AIM OF THE EXERCISE — Every line of the listing below should be written out exactly, minus its images.

DATASET EXCERPTS —
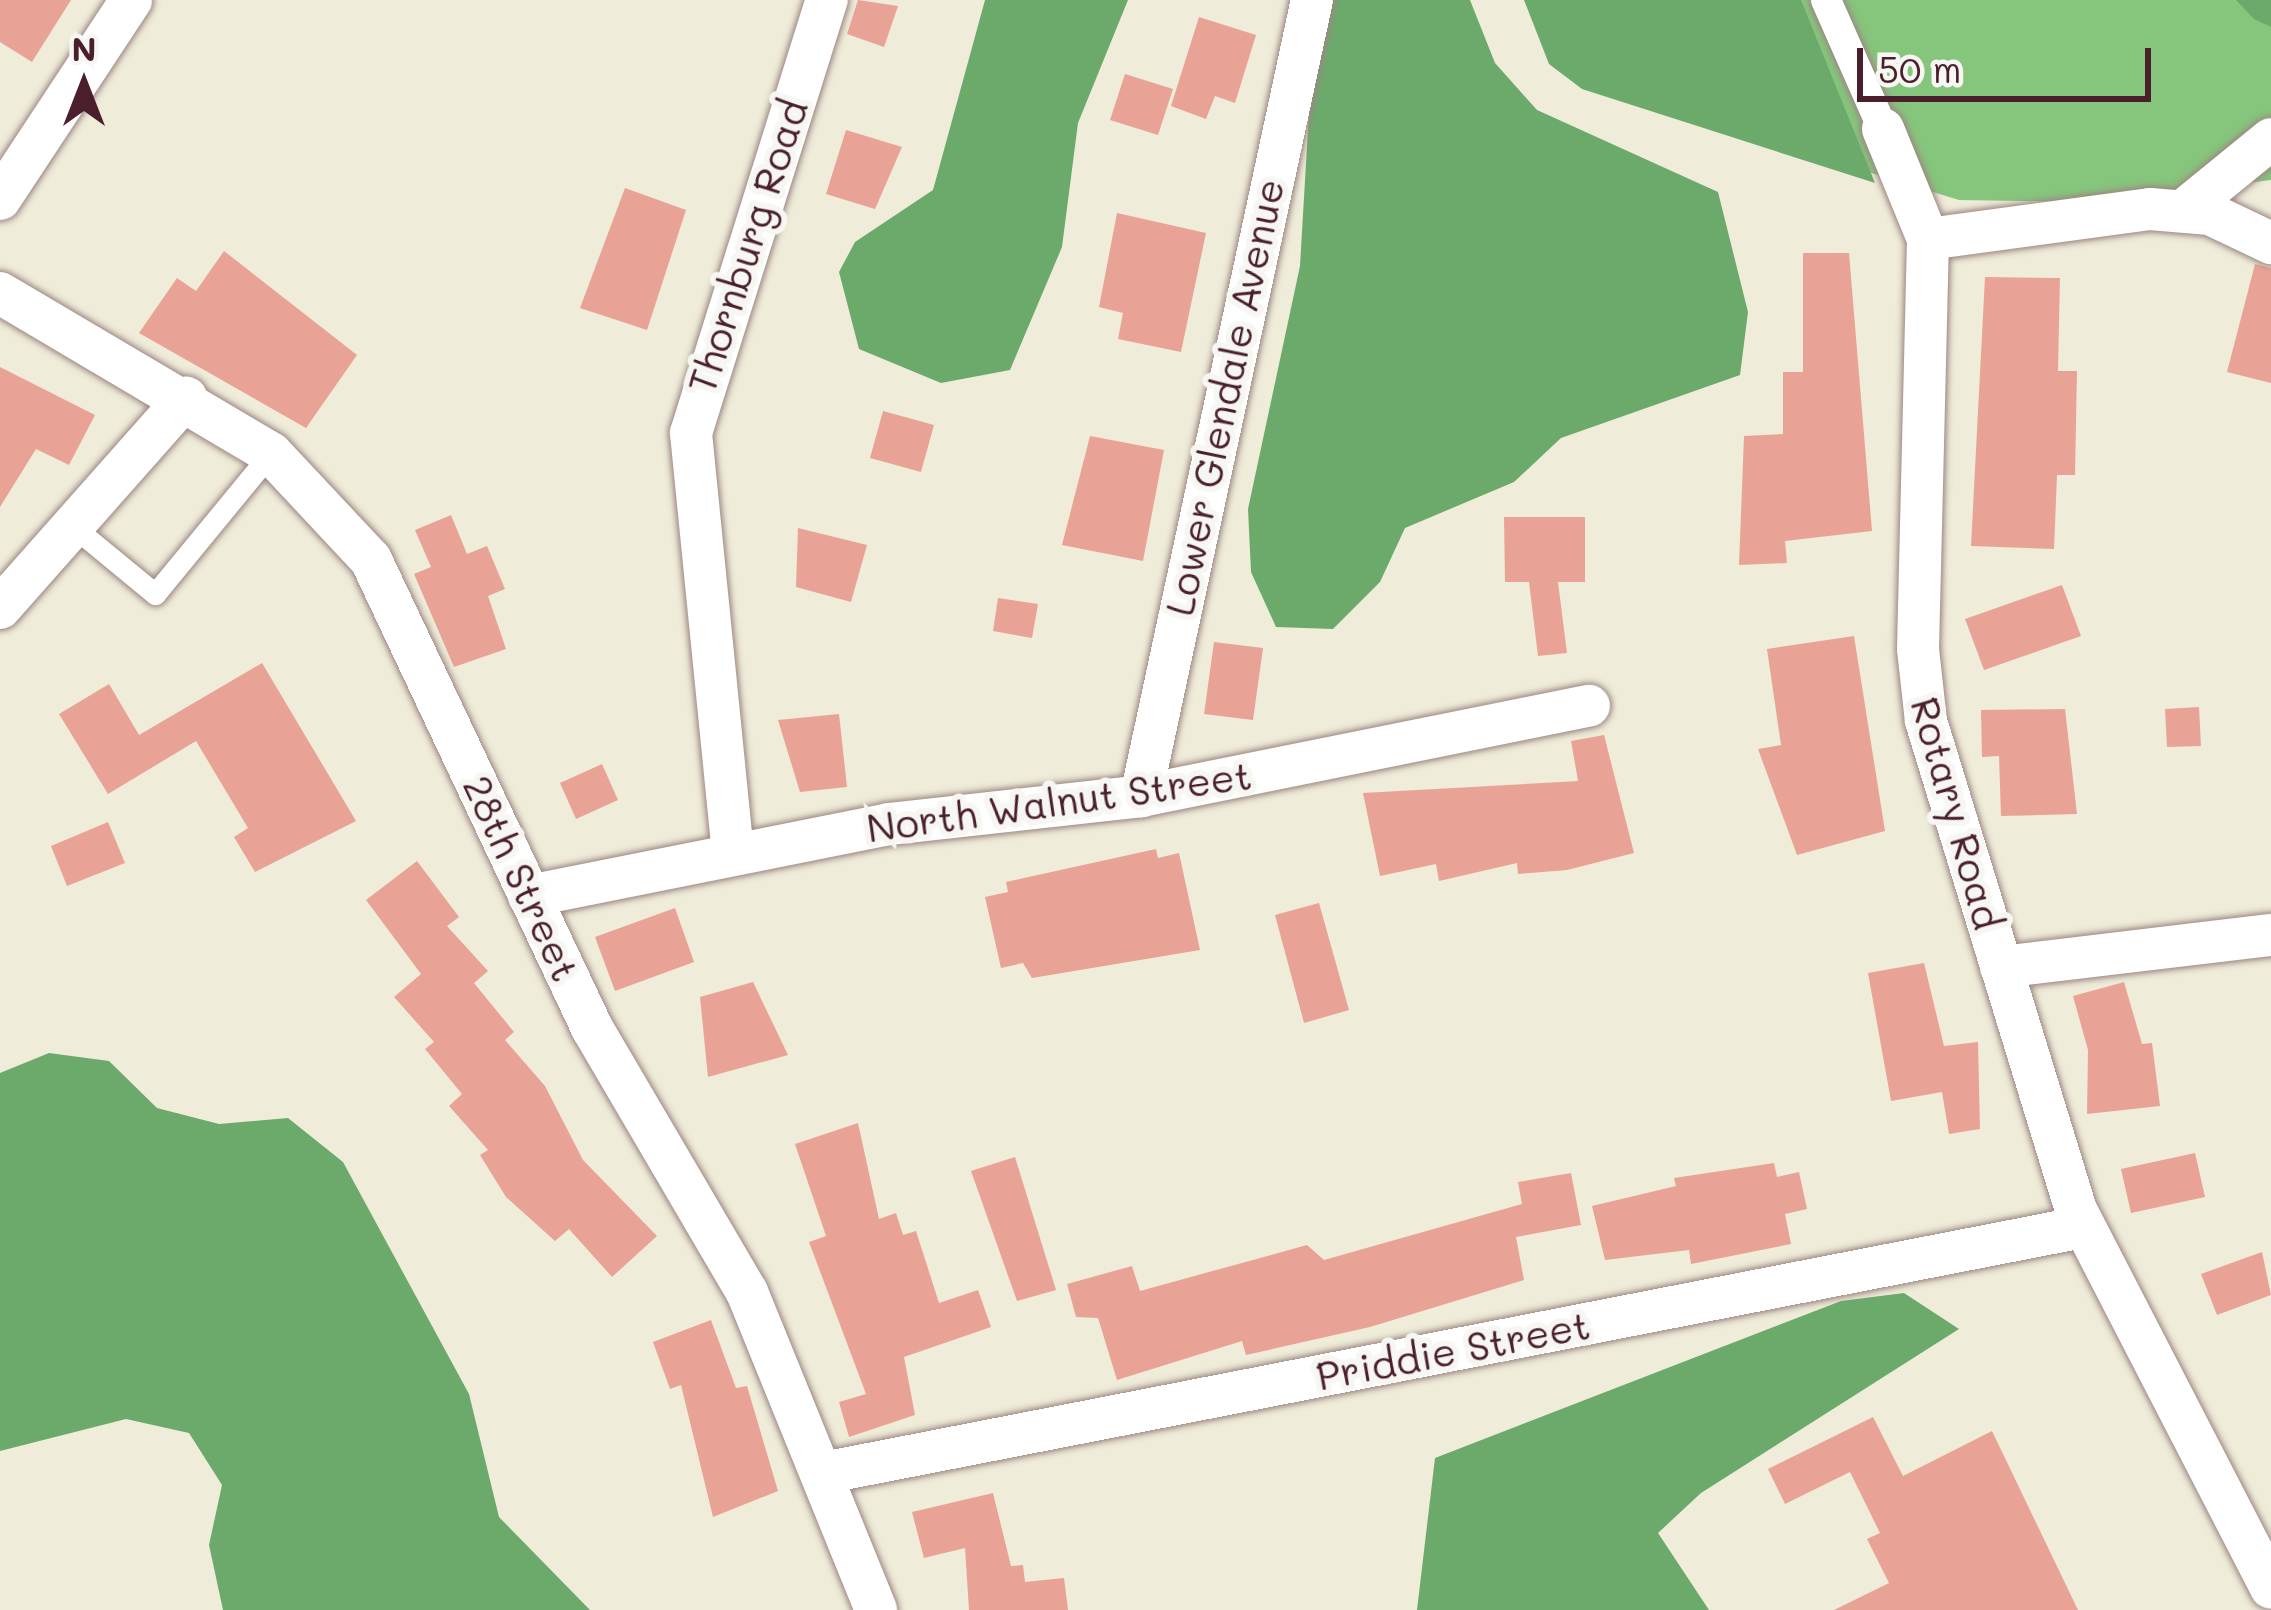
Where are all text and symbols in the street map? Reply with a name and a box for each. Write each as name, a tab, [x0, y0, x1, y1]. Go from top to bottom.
north arrow	[24, 24, 144, 144]
scale bar	[1863, 24, 2157, 98]
text: N	[71, 26, 97, 69]
text: 50 m	[1878, 45, 1961, 92]
street label: Thornburg Road	[677, 93, 817, 399]
street label: Lower Glendale Avenue	[1155, 175, 1293, 619]
street label: Rotary Road	[1902, 692, 2012, 934]
street label: North Walnut Street	[864, 751, 1254, 851]
street label: 28th Street	[454, 768, 590, 988]
street label: Priddie Street	[1312, 1301, 1594, 1399]

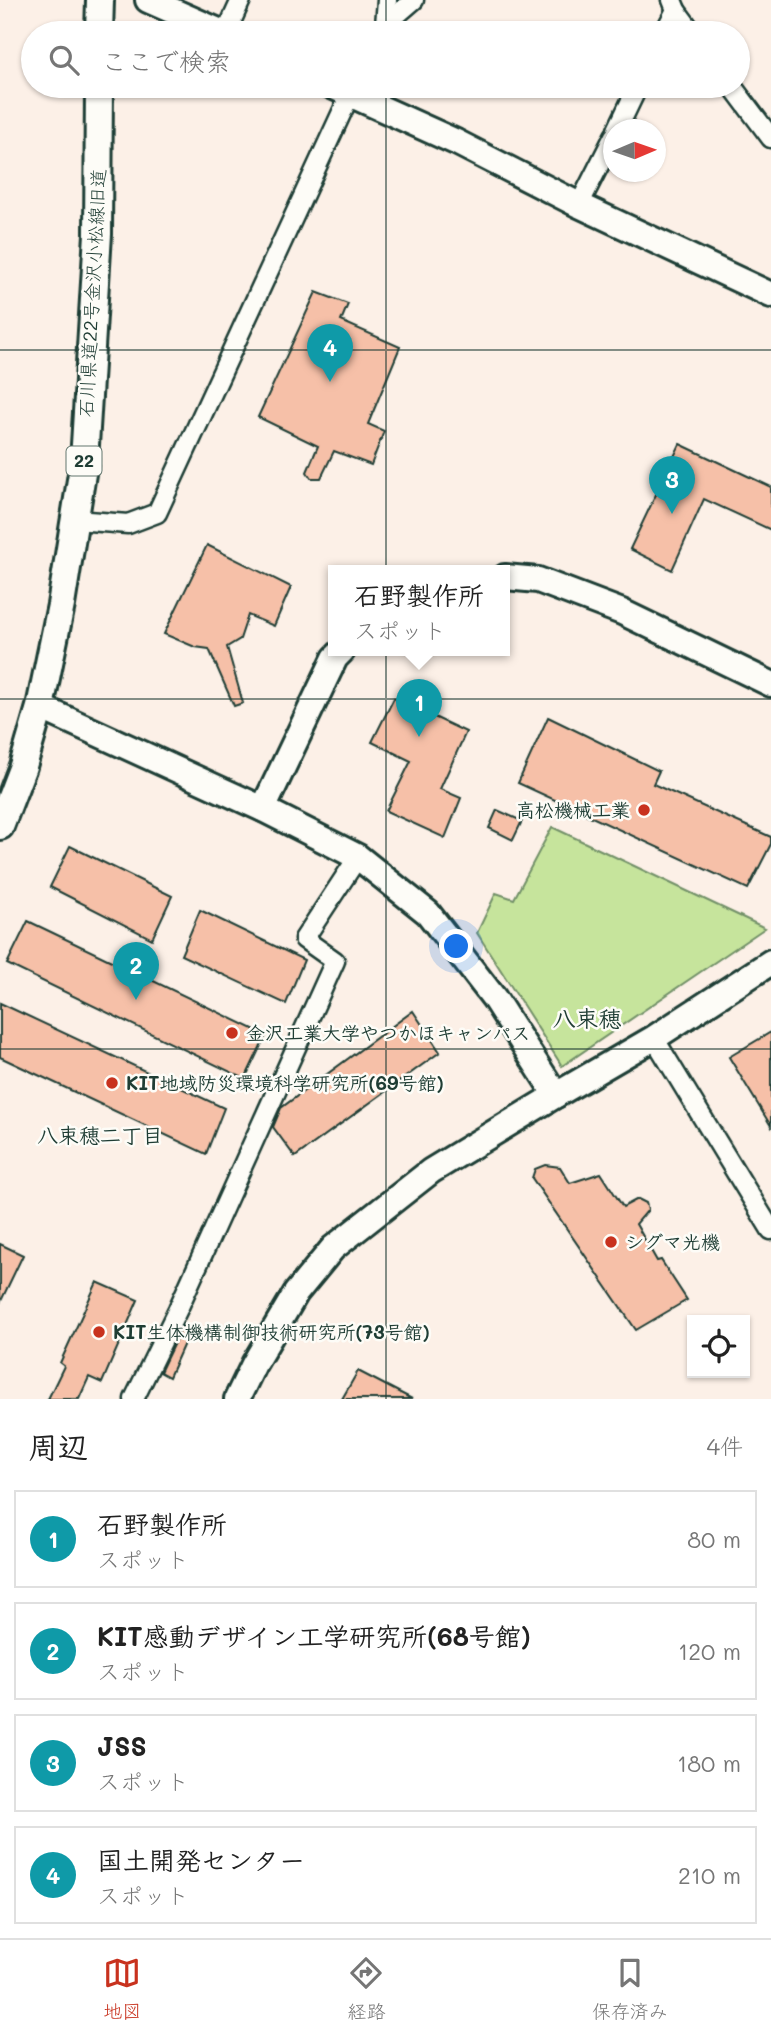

RESULT —
Where are all text and symbols in the street map? Reply with a name and a box for each. Write each as name, a tab, [x0, y0, x1, y1]. Go from top to bottom.
north arrow	[24, 24, 144, 144]
scale bar	[1863, 24, 2157, 98]
text: N	[71, 26, 97, 69]
text: 50 m	[1878, 45, 1961, 92]
street label: Thornburg Road	[677, 93, 817, 399]
street label: Lower Glendale Avenue	[1155, 175, 1293, 619]
street label: Rotary Road	[1902, 692, 2012, 934]
street label: North Walnut Street	[864, 751, 1254, 851]
street label: 28th Street	[454, 768, 590, 988]
street label: Priddie Street	[1312, 1301, 1594, 1399]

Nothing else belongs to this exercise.